Les nations les plus démunies souhaitaient qu’on parle de lutte contre la pauvreté sous tous ses aspects, d’accès aux marchés pour leurs produits et d’arrêt des subventions agricoles dans les pays riches. Mais elles n’ont reçu que promesses et vœux pieux sans engagement financier global ni calendrier précis de mise en œuvre. « Les dés étaient pipés d’avance puisque George W. Bush, dirigeant de la première puissance mondiale qui est aussi le principal pollueur de la planète, a choisi de rester chez lui pour parler de lutte anti-terroriste et d’Irak au lieu de venir à Johannesburg », ont souligné plusieurs diplomates africains après le sommet.
Le secrétaire d’Etat américain Colin Powell, qui avait fait le voyage à sa place et a été conspué par les représentants des ONG, a affirmé que la meilleure formule pour le développement était la liberté et que bonne gestion des affaires publiques et développement durable vont de pair.
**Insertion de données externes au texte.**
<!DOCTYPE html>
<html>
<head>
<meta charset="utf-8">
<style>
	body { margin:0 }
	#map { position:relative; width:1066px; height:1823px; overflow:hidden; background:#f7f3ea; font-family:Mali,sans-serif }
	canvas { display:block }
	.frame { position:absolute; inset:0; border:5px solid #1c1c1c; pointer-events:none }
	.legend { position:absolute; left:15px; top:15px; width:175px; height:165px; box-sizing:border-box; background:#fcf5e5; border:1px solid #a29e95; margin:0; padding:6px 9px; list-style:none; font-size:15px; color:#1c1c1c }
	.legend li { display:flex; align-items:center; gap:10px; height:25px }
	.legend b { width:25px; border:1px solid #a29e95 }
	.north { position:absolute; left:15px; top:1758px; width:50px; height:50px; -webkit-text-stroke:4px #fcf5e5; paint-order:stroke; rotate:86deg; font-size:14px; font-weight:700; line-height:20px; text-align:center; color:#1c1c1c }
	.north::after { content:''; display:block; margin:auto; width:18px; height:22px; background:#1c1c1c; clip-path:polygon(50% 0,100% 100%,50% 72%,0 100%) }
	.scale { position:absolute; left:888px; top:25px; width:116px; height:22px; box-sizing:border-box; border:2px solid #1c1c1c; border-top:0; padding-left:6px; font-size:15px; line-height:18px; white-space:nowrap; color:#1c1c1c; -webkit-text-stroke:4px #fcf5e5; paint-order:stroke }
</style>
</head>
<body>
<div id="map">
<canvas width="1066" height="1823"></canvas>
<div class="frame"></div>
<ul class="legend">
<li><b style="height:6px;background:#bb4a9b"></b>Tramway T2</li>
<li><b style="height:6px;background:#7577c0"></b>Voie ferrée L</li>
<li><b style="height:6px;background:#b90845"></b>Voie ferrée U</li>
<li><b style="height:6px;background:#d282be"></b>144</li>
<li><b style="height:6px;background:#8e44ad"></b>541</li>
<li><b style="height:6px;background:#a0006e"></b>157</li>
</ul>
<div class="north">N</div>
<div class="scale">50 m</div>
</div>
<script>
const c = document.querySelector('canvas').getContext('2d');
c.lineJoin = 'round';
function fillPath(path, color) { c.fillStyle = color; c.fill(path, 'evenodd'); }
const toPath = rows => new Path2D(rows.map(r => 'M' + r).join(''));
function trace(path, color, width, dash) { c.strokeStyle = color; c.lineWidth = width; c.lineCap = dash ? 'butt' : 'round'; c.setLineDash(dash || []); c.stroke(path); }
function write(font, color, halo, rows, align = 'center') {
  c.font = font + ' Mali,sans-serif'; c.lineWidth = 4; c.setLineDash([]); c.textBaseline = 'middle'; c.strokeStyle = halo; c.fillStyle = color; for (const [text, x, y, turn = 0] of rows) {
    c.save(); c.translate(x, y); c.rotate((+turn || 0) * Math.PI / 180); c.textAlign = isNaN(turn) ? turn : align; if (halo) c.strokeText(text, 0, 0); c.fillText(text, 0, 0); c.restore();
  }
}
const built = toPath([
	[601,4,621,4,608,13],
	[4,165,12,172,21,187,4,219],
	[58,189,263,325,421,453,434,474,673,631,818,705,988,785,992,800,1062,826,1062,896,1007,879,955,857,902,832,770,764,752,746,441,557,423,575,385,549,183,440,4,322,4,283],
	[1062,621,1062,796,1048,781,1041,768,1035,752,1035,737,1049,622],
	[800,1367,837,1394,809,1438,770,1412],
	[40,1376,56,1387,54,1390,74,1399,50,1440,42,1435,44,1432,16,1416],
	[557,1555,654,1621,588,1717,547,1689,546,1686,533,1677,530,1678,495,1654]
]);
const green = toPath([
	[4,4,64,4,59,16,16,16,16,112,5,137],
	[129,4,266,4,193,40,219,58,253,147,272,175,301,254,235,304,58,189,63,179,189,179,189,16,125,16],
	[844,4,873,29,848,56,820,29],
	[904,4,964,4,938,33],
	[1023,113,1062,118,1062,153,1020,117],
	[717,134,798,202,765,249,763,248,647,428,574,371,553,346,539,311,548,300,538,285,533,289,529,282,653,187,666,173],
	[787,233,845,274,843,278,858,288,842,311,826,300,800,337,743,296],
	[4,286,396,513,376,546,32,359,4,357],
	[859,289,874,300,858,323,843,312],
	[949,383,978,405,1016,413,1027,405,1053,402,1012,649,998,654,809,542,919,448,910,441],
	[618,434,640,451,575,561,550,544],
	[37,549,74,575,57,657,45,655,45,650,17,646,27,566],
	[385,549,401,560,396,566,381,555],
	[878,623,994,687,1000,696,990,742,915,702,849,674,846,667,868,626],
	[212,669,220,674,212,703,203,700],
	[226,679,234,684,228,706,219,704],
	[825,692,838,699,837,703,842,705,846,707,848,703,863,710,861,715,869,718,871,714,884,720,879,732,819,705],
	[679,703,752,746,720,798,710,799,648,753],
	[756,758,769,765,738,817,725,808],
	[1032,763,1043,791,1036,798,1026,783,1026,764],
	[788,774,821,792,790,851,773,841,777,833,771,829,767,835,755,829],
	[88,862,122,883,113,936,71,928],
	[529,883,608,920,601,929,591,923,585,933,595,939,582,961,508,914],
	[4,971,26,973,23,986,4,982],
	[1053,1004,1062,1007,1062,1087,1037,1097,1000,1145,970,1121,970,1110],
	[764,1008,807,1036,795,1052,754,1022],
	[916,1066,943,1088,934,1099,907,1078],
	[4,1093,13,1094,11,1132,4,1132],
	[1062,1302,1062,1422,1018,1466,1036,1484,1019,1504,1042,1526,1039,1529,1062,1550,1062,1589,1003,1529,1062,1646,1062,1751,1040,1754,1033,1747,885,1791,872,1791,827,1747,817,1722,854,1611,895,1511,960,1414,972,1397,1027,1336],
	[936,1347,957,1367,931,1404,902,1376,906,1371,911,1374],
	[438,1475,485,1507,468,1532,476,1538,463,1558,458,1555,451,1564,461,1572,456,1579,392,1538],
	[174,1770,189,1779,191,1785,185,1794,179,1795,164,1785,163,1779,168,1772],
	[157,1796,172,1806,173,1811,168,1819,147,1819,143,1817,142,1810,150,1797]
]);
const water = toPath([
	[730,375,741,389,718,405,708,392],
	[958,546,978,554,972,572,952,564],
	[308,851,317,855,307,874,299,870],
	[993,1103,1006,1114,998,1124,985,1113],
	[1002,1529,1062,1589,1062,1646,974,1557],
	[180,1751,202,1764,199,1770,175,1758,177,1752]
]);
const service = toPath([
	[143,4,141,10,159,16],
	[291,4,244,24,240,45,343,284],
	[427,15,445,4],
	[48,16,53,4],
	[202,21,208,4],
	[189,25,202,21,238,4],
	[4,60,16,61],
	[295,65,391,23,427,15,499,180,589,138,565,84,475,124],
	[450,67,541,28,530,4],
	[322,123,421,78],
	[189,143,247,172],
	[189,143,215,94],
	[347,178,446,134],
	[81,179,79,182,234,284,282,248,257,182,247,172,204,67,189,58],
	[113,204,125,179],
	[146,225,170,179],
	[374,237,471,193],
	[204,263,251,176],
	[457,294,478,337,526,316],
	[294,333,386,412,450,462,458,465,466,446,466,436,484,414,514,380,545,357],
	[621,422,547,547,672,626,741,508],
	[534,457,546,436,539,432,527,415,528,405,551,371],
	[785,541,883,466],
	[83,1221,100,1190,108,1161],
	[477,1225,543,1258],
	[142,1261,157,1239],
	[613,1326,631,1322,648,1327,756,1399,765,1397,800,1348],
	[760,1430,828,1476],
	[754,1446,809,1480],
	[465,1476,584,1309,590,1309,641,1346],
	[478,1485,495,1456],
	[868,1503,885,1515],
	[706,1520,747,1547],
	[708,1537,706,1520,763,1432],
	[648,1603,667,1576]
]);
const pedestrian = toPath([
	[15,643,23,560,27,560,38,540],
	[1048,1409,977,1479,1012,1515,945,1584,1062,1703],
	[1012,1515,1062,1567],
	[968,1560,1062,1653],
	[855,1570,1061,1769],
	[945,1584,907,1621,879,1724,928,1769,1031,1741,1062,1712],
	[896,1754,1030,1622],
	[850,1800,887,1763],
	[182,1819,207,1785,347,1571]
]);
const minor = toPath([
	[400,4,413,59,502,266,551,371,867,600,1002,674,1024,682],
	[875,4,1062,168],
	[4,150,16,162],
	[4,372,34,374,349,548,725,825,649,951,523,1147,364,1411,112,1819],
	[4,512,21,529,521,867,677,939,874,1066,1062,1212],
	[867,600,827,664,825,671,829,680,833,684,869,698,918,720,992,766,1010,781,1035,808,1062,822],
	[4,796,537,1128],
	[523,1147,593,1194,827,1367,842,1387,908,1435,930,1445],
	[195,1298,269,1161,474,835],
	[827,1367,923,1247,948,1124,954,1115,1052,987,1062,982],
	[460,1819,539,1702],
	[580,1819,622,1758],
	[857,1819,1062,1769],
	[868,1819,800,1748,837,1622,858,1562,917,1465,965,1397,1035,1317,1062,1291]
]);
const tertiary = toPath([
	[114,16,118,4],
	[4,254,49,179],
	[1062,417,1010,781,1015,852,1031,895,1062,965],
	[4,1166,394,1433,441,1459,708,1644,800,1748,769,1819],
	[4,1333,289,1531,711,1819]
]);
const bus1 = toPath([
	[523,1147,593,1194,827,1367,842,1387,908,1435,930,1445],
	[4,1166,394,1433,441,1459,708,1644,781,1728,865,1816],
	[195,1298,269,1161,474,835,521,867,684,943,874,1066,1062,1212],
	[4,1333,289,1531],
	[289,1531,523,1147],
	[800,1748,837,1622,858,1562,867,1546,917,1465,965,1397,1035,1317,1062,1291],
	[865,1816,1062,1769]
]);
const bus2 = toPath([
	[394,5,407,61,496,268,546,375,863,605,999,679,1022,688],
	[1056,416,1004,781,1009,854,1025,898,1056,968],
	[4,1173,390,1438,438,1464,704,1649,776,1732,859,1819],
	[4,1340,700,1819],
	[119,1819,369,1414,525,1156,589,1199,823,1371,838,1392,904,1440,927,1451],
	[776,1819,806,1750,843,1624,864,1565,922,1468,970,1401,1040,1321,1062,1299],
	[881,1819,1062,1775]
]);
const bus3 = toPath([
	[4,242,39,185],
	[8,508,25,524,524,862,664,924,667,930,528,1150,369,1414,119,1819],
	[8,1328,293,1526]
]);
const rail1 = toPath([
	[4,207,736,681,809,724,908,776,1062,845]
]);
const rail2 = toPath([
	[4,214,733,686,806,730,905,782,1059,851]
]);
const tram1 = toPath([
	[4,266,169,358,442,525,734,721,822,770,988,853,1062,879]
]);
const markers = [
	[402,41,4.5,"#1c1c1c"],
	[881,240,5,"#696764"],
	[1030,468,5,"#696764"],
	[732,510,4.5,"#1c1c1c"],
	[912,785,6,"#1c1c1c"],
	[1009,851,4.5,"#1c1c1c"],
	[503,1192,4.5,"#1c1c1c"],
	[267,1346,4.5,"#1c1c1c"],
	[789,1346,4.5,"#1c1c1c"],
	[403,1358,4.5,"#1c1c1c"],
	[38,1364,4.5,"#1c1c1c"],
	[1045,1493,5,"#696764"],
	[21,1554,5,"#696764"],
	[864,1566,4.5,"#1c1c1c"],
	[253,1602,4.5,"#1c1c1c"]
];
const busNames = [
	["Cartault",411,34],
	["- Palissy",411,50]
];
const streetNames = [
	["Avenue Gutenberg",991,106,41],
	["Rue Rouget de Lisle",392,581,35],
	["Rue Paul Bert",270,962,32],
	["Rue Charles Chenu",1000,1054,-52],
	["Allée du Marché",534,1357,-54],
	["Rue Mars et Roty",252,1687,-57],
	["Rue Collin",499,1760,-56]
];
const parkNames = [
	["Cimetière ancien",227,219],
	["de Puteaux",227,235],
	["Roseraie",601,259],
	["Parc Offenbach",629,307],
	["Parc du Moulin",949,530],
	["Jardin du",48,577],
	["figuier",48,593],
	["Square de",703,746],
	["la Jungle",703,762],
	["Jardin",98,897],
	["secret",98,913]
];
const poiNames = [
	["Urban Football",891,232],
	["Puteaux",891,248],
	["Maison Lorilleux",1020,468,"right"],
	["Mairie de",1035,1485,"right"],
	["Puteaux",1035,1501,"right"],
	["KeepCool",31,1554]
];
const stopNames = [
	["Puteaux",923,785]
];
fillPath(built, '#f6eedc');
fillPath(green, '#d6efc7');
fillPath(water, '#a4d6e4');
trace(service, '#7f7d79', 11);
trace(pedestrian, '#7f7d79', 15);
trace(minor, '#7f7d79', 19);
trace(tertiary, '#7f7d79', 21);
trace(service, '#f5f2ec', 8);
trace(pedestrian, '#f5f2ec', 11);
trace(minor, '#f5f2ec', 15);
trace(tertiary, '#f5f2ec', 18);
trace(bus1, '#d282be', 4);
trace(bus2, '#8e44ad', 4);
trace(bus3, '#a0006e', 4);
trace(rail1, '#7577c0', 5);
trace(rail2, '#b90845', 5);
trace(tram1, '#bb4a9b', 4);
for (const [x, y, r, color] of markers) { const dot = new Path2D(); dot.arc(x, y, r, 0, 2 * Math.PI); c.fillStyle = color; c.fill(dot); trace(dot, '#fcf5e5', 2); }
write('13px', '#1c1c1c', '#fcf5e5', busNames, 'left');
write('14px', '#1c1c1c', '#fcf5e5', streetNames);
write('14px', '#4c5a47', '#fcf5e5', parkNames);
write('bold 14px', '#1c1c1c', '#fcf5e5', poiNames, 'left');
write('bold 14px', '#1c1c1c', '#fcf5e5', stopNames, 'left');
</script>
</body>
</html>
Il s’est contenté de rappeler que le président Bush avait promis, à la conférence sur le développement de Monterrey, une aide supplémentaire de 5 milliards de dollars sur trois ans pour les « bons élèves » du monde en développement. Il a aussi précisé que les Etats-Unis viennent de lancer un programme de 1 milliard de dollars pour atténuer l’effet de serre et pour faire face au changement climatique, sans pour autant abandonner leur opposition au protocole de Kyoto destiné à réduire les émissions de CO2. D’autres non-signataires comme la Chine, la Russie et le Canada se sont, eux, engagés à signer, ce qui permettrait l’entrée en vigueur du protocole.


Tous responsables

« Notre maison brûle et nous regardons ailleurs. La nature, mutilée, surexploitée, ne parvient plus à se reconstituer et nous refusons de l’admettre », a souligné de son côté le chef d’Etat français Jacques Chirac, qui s’est posé en défenseur des plus pauvres. « L’humanité souffre. Elle souffre de mal-développement, au Nord comme au Sud, et nous sommes indifférents. La terre et l’humanité sont en péril et nous en sommes tous responsables », a-t-il souligné.
Le président français et le Premier ministre britannique Tony Blair se sont engagés à apporter 100 millions d’euros supplémentaires sur trois ans, qui seront utilisés afin de mobiliser des fonds privés. « Nous espérons ainsi entraîner au moins 1 milliard d’euros d’investissements nouveaux dans des projets de développement durable, dans un esprit de partenariat », a précisé Jacques Chirac qui s’est engagé à promouvoir le développement durable notamment lors de la présidence française du G8, à partir de juin 2003.
Le Sommet de Johannesburg a réuni jusqu’au 4 septembre une centaine de chefs d’Etat, 9 000 délégués, 8 000 représentants d’ONG et 4 000 journalistes sous la houlette des Nations unies. Il a adopté une Déclaration politique et un Plan de mise en œuvre composé de neuf chapitres.


Un plan vivement critiqué

Dans le domaine de l’eau, le Plan encourage des partenariats entre les secteurs public et privé fondés sur des cadres réglementaires établis par les gouvernements. L’objectif est de réduire de moitié d’ici 2015 la proportion de la population mondiale qui n’a pas accès à l’eau potable et à l’assainissement. La question de l’accès à l’eau a suscité un vif débat, certains considérant cet accès comme un droit de l’homme et préconisant sa gratuité.
Pour ce qui est de l’énergie, la nécessité de diversifier l’approvisionnement a été soulignée ainsi que celle de faire une place plus large aux sources d’énergie renouvelable. Mais les Américains et les membres de l’Organisation des producteurs de pétrole (OPEP) se sont opposés à tout objectif précis. L’Union européenne avait proposé que les énergies renouvelables soient développées pour produire au moins 10 % de l’électricité mondiale d’ici 2015.
Le Plan de mise en œuvre a été diversement accueilli par les participants et vivement critiqué par les ONG. Catherine Kamping a demandé, au nom des jeunes de tous les pays, que les dettes des pays pauvres soient immédiatement annulées, que les marchés mondiaux soient rééquilibrés au profit du Sud et que cessent les subventions en faveur de l’agriculture et des exportations des pays riches. « Il faut également prendre des mesures pour mettre fin aux conflits et à ce titre nous, jeunes du monde, regrettons que la déclaration finale ne fasse pas mention de la démilitarisation. Pourtant, il est temps de réaffecter ces ressources gaspillées dans l’armement au développement, a-t-elle ajouté. Les signatures et les mots ne nourrissent pas les hommes, elles n’arrêtent pas la déforestation et le désert .»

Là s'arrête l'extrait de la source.